- _EXERCISE DETAILS_
The pictures stay out; all of the data is to be printed exactly.

- _DATA SECTION_
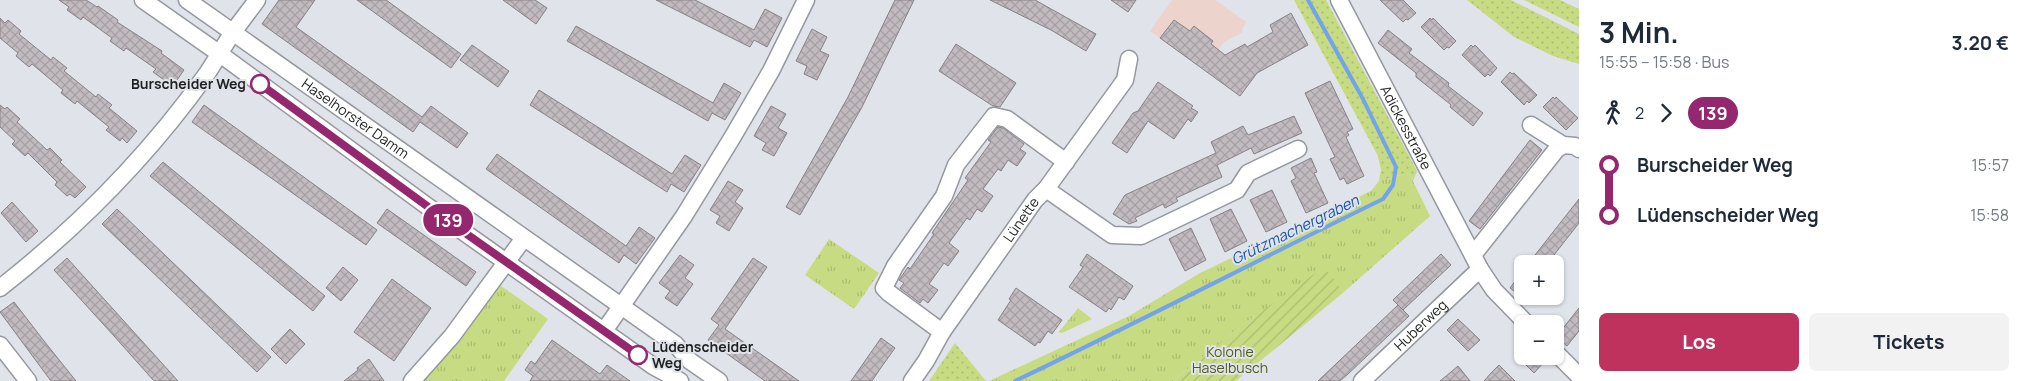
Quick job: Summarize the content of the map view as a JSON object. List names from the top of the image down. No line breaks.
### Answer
{"streets":{"street":["Haselhorster Damm","Adickesstraße","Lünette","Huberweg"]},"crossings":[["Adickesstraße","Huberweg"]],"water":["Grützmachergraben"],"parks":["Kolonie Haselbusch"],"places":["Burscheider Weg","Lüdenscheider Weg"],"lines":["bus line 139"],"page":{"on_map":"139","heading":["3 Min.","15:55 – 15:58 · Bus","3.20 €"],"legs":["2","139"],"list":[{"name":"Burscheider Weg","value":"15:57"},{"name":"Lüdenscheider Weg","value":"15:58"}],"map_buttons":["+","−"],"buttons":["Los","Tickets"]}}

- _EXERCISE RESPONSE_
Quick job: Summarize the content of the map view as a JSON object. List names from the top of the image down. No line breaks.
### Answer
{"streets":{"street":["Haselhorster Damm","Adickesstraße","Lünette","Huberweg"]},"crossings":[["Adickesstraße","Huberweg"]],"water":["Grützmachergraben"],"parks":["Kolonie Haselbusch"],"places":["Burscheider Weg","Lüdenscheider Weg"],"lines":["bus line 139"],"page":{"on_map":"139","heading":["3 Min.","15:55 – 15:58 · Bus","3.20 €"],"legs":["2","139"],"list":[{"name":"Burscheider Weg","value":"15:57"},{"name":"Lüdenscheider Weg","value":"15:58"}],"map_buttons":["+","−"],"buttons":["Los","Tickets"]}}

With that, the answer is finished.